Die Briefe an die Stiftung für Konsumentenschutz (SKS) sprechen eine deutliche Sprache: «Wir fühlen uns bevormundet», heisst es darin, andere bezeichnen das geplante Vorgehen als «Frechheit». «Fast alle Briefe äussern sich gegen eine Anreicherung des Brotmehls mit Folsäure», erklärt Eric Send, Projektleiter bei der SKS. Brot als uraltes Grundnahrungsmittel gelte für viele als unantastbar.


Migros: Brot mit Folsäure nicht mehr im Sortiment

Auslöser der Folsäure-Diskussion war die Veröffentlichung des Expertenberichts der Eidgenössischen Ernährungskommission vor wenigen Wochen. Er sprach sich ausdrücklich für die obligatorische Beigabe von Vitamin B9, wie Folsäure auch genannt wird, im Backmehl aus.

Das Bundesamt für Gesundheit (BAG) prüft gegenwärtig, ob für diese Massnahme eine Gesetzesänderung nötig ist. Die Befürworter argumentieren damit, eine generelle Abgabe von Folsäure würde die Zahl der mit offenem Rücken (Spina bifida) geborenen Babys senken und damit viel Leid ersparen. Im vorletzten Jahr kamen in der Schweiz 14 Babys mit diesem Geburtsfehler zur Welt.

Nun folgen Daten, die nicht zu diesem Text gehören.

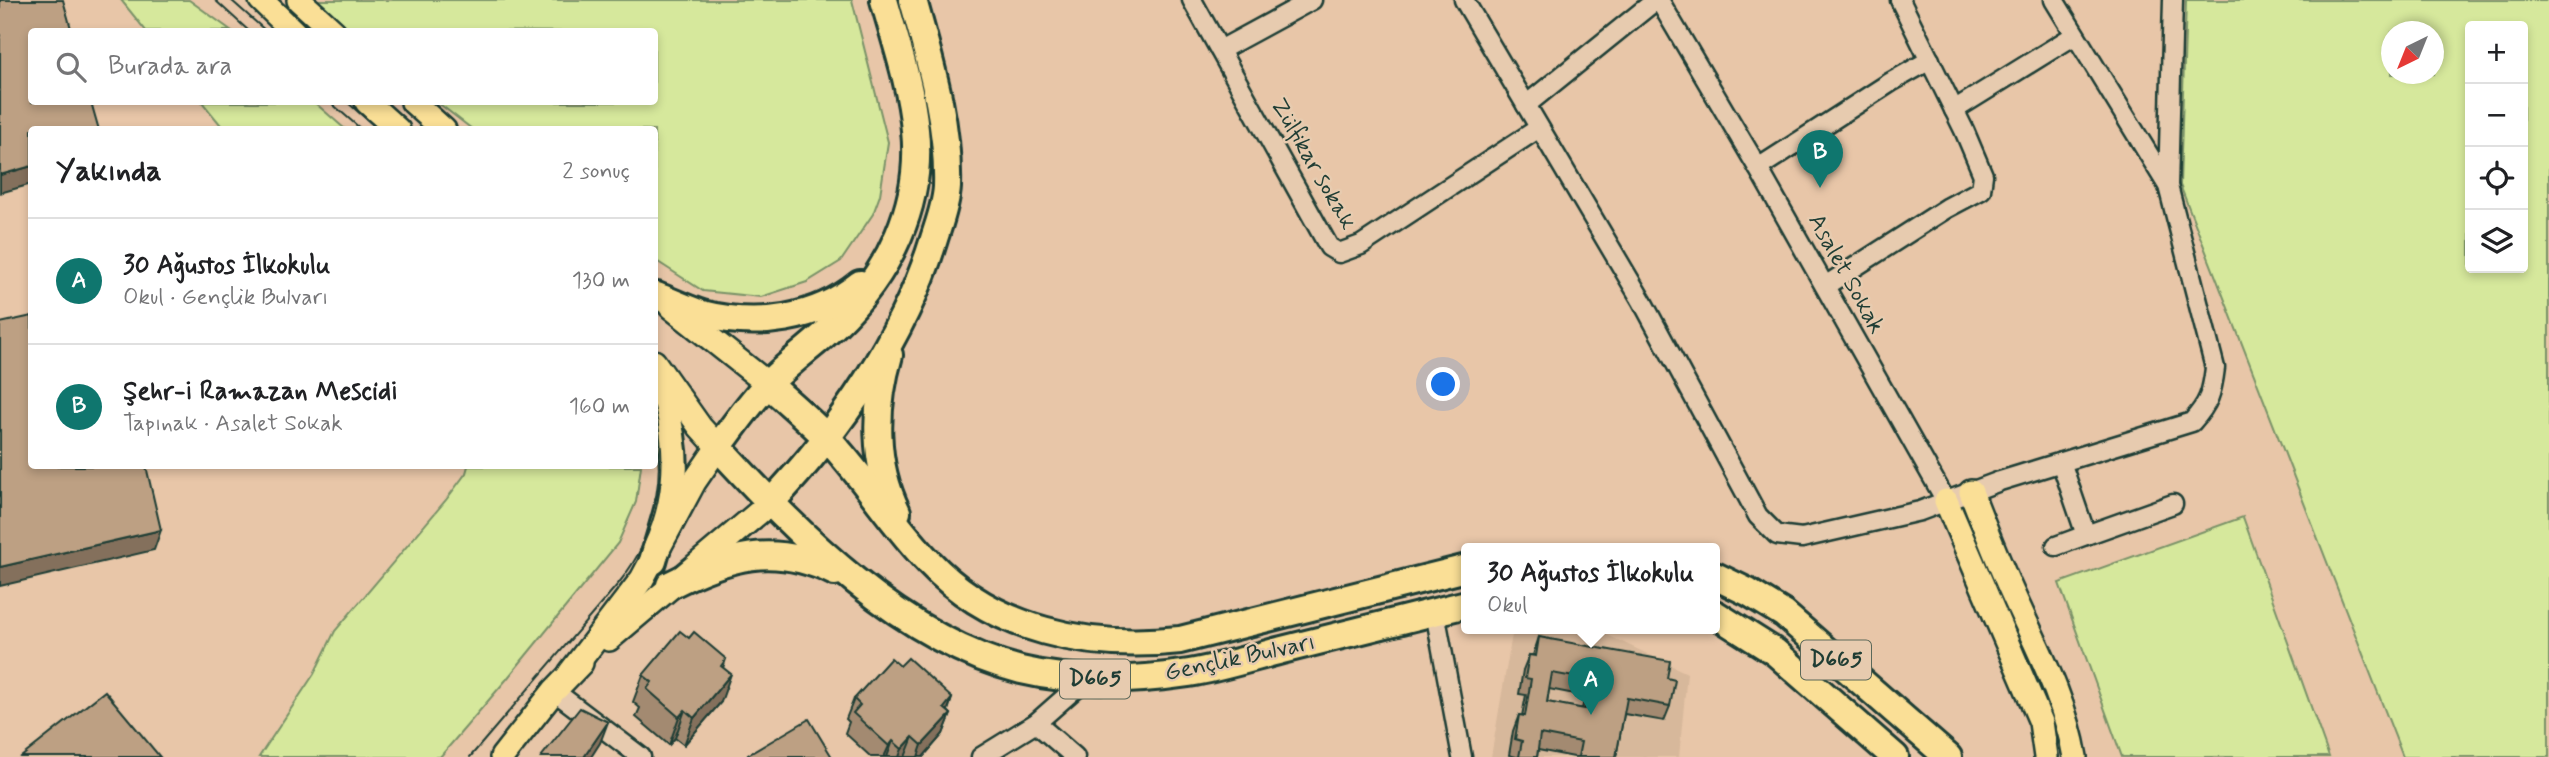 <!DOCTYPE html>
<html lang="tr">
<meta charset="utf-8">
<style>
:root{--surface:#fff;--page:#f2f2f2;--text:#202124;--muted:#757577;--line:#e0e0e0;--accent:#0f766e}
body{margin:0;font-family:Mynerve,sans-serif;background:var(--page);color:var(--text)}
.controls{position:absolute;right:21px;top:21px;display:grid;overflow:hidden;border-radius:7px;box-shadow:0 4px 10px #0003}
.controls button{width:63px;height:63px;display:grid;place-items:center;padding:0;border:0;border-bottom:2px solid var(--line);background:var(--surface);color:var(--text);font:35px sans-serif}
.compass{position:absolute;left:2381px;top:21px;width:63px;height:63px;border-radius:50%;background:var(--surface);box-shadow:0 4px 10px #0003;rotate:223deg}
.you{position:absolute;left:1444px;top:385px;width:24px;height:24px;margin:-18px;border:5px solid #fff;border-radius:50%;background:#1a73e8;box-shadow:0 0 0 10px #1a73e833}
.badge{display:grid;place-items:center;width:46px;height:46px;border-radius:50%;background:var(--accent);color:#fff;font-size:23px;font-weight:700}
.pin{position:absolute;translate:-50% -58px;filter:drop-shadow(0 2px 4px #0008)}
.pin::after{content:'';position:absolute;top:37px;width:24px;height:21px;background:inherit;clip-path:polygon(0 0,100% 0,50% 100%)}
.popup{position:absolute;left:1461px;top:543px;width:259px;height:91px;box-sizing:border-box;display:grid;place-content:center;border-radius:7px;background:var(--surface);filter:drop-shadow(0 2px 5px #0005);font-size:23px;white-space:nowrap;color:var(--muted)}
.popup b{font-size:26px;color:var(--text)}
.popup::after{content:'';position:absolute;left:50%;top:100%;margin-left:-14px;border:14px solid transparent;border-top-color:var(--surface)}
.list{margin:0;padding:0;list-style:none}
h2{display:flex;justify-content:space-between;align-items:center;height:91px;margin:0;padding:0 28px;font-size:30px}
h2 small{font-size:23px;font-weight:400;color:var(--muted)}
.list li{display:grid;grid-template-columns:46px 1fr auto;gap:21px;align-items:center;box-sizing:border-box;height:126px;padding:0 28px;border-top:2px solid var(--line)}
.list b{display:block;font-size:26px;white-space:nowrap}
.list p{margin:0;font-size:23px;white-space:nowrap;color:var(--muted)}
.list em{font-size:23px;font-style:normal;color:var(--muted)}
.icon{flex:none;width:38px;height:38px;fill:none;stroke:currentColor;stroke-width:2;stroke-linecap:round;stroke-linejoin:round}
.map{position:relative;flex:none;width:2549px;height:757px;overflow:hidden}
.search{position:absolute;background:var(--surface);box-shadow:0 4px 10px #0003;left:28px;top:28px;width:630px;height:77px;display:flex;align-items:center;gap:18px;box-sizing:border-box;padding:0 24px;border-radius:7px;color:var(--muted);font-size:26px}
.panel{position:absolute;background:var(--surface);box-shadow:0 4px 10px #0003;left:28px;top:126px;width:630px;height:343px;border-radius:7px}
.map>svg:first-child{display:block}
.built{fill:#d7b89b}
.green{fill:#d6e89c;stroke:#7a9268;stroke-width:2;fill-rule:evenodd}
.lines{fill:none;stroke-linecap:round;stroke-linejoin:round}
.minor-casing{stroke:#1f3d34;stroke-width:23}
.major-casing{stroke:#1f3d34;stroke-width:28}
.highway-casing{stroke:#1f3d34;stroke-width:32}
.minor{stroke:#e7cbaf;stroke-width:18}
.major{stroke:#fadf96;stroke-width:23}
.highway{stroke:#fadf96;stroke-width:26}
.tram{stroke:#1f3d34;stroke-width:2}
.wall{fill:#a38a71;stroke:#1f3d34;stroke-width:2;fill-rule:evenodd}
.shaded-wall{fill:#84705c;stroke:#1f3d34;stroke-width:2}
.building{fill:#bda083;stroke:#1f3d34;stroke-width:2;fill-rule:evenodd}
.labels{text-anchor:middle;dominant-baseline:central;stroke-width:5;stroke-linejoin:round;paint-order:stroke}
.shield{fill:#e7cbaf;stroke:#5b6859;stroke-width:2}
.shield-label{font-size:23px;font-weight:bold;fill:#1f3d34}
.street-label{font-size:24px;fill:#1f3d34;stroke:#e7cbaf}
</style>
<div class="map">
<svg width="2549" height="757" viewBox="0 0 2549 757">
<rect width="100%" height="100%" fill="#e8c6a8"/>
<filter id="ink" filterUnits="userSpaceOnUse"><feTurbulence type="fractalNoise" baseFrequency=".0143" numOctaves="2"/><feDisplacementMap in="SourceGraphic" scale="14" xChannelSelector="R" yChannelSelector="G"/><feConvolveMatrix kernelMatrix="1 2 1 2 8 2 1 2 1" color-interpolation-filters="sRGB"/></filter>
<g filter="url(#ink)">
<!-- built -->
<polygon class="built" points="1513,629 1595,629 1687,673 1679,757 1491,757"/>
<!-- green -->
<g class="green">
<polygon points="121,0 189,0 232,31 146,31"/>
<polygon points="312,0 852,0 888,142 880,195 873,214 841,261 807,282 761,297 703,291 655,260 654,130 472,129 437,102 654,102 654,32 351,31"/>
<path d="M2186,0H2549V757H2403L2180,185ZM2523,26V268H2470V26ZM2392,32H2434V74H2392Z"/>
<polygon points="202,102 314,102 345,129 224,129"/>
<polygon points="468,466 641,466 636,502 618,543 506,680 440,757 259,757 314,674 335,631 446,500 466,473"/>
<polygon points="2243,517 2329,757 2122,757 2059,583"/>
</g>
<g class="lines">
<defs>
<g id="minor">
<polyline points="1192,0 1329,247 1339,253 1361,245 1539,128"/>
<path d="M1464,0L1642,301L1758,516L1777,535L1802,538L1920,511L2000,481L2192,422C2209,403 2212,393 2215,368L2168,186L2054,0"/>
<polyline points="1659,0 1758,168 1946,501"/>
<polyline points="1220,50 1312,0"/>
<polyline points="1526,105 1656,0"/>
<polyline points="1954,110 2075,35"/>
<polyline points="1758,168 1891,82 1930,60"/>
<polyline points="2168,186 2173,0"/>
<polyline points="1825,286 1947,208 1981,190 1983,175 1964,130 1900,0"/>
<polyline points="2061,462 2086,535 2173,504"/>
<polyline points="2056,546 2086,535"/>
<polyline points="1435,612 1462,757"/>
<polyline points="554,691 641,757"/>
<polyline points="1036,723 1075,757"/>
<polyline points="981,757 1036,723 1086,679"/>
</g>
<g id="major">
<polyline points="261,0 294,32"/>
<polyline points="299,0 334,32"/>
<polyline points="367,102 398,130"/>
<polyline points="413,102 444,130"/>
<polyline points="671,307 768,384"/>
<path d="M1971,492C1984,525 1997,559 2012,592C2036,646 2065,698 2075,757"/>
<polyline points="1946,501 2041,722 2046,757"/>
<polyline points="609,639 770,503"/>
<polyline points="570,673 642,579 694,482 718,447 700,427 654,362"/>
<polyline points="502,757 554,691 581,663"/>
</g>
<g id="highway">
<path d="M884,0C896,43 911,86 915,130C923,204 889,274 835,325C815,344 791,361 771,381C751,400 735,425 718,447C800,536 900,639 1021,670C1075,683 1135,681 1189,673C1220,668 1251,658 1282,650C1343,635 1405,619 1467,604"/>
<path d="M657,296C672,302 687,309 702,314C757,328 816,320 860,284"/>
<path d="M889,355C874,407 873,463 897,512"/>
<path d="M768,384C788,402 808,419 827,438C864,477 892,524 929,562C994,631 1089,650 1180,640L1467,568"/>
<path d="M770,503C840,430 904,337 934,239C939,223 946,205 947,187C949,123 930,62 913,0"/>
<path d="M653,561C659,540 666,519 671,498C679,456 669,415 654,376"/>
<polyline points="1715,576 1748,592 1784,614 1948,757"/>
<path d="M670,585C728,556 773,542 835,572"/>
<polyline points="1715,614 1775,652 1895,757"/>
</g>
</defs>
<!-- minor casing -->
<use href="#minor" class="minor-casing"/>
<!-- major casing -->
<use href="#major" class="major-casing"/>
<!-- highway casing -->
<use href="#highway" class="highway-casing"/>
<!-- minor -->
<use href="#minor" class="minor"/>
<!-- major -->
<use href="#major" class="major"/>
<!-- highway -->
<use href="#highway" class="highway"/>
<!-- tram -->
<g class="tram">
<polyline points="215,0 250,32"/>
<polyline points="231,0 267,32"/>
<polyline points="330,102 362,130"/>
<polyline points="347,102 379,130"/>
<path d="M470,757L618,584C659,533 671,471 654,407"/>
</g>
</g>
<!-- wall -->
<g class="wall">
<path d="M1539,637L1667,678L1670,706L1664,721L1624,714L1616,757H1574L1538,750L1537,757H1516L1509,755L1513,731L1519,715L1522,716L1526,695L1519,694L1523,670L1529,655H1533ZM1549,689L1585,696L1582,709L1547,702Z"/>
<polygon points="689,638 726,659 723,668 721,702 684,745 675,738 669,745 636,717 640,708 633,702 643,675"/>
<polygon points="900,666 952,698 948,711 951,714 943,734 923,757 871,757 845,733 849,722 846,719 854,699"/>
</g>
<!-- shaded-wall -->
<g class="shaded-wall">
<polygon points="32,166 32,184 0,193 0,175"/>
<polygon points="161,530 154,550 0,586 0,567"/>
<polygon points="731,674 721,702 684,745 694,718"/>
<polygon points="952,698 945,718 944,708"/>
<polygon points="685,710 675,738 669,745 679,717"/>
<polygon points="951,714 943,734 923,757 918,757 922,745"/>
<polygon points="608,722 600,743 591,757 584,757"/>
<polygon points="913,737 905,757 899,757 902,749"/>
<polygon points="893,741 887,757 884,757 889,746"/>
</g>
<!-- building -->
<g class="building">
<polygon points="0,0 63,0 72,32 32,32 32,102 91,102 99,130 32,130 32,166 0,175"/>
<polygon points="32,316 32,466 146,466 161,530 0,567 0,323"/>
<polygon points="680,631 689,638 694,632 726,659 721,666 731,674 694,718 685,710 679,717 647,689 652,682 643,675"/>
<path d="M1539,637L1670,661L1667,678L1675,680L1670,706L1627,698L1616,757H1578L1581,742L1540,734L1537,757H1519L1522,741L1515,739L1519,715L1525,716L1531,679L1525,678L1529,655L1536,656ZM1552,673L1590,680L1585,709L1547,702Z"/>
<polygon points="891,658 900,666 908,658 952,698 944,708 951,714 922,745 913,737 902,749 893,741 889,746 853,713 860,705 854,699"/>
<polygon points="105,691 160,757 21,757"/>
<polygon points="580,708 608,722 584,757 541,757"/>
<polygon points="809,719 832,757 749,757 748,755"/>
</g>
</g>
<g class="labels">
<!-- shield labels -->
<g class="shield">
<rect x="1801" y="640.5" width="70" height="39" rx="5"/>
<rect x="1060" y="659.5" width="70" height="39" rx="5"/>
</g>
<g class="shield-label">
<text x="1836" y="660">D665</text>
<text x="1095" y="679">D665</text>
</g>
<!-- street labels -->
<g class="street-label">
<text transform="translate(1313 164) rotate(60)">Zülfikar sokak</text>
<text transform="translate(1846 274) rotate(61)">Asalet Sokak</text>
<text transform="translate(1240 658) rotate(-12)">Gençlik Bulvarı</text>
</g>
</g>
</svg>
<div class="controls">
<button>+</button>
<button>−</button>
<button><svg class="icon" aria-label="locate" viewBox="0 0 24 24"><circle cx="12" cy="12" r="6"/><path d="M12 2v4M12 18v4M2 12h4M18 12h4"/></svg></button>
<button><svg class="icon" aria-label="layers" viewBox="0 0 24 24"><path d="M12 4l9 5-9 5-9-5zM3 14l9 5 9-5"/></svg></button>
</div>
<svg class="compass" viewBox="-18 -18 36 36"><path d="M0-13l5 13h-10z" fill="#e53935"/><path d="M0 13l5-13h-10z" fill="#757577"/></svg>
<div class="you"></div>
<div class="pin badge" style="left:1591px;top:715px">A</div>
<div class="popup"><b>30 Ağustos İlkokulu</b>Okul</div>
<div class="pin badge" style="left:1820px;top:188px">B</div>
<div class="search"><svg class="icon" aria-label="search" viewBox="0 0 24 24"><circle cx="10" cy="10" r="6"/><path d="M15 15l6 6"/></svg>Burada ara</div>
<section class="panel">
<h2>Yakında<small>2 sonuç</small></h2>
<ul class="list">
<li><span class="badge">A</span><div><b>30 Ağustos İlkokulu</b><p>Okul · Gençlik Bulvarı</p></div><em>130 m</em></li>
<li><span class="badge">B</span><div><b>Şehr-i Ramazan Mescidi</b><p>Tapınak · Asalet Sokak</p></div><em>160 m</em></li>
</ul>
</section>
</div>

Was heute kaum jemand weiss: Mit Folsäure vitaminisiertes Brot ist längst im Handel. Die Waadtländer Groupe Minoteries S.A., die in der Westschweiz 700 bis 800 Bäcker beliefert, reichert das gesamte für diesen Landesteil produzierte Mehl (ausser das Bio-Mehl) mit Folsäure an. «Das ist unser Beitrag zur Gesundheit der Bevölkerung», erklärt der stellvertretende Generaldirektor Roland Marion.

Letztes Jahr stieg das Unternehmen aus Granges-Marnand mit der Übernahme zweier Deutschschweizer Mühlen zum grössten Mehlproduzenten der Schweiz auf. Marktanteil: knapp 25 Prozent. Die Produktion folsäurehaltigen Mehls bleibt zunächst aber auf die Westschweiz beschränkt. Marion: «Die meisten Deutschschweizer Bäcker lehnen dies im Moment noch ab.» Nur über bestimmte lizenzierte Brote wie «Paillasse» oder «Favorite» verbacken sie Mehl der Waadtländer Mühle.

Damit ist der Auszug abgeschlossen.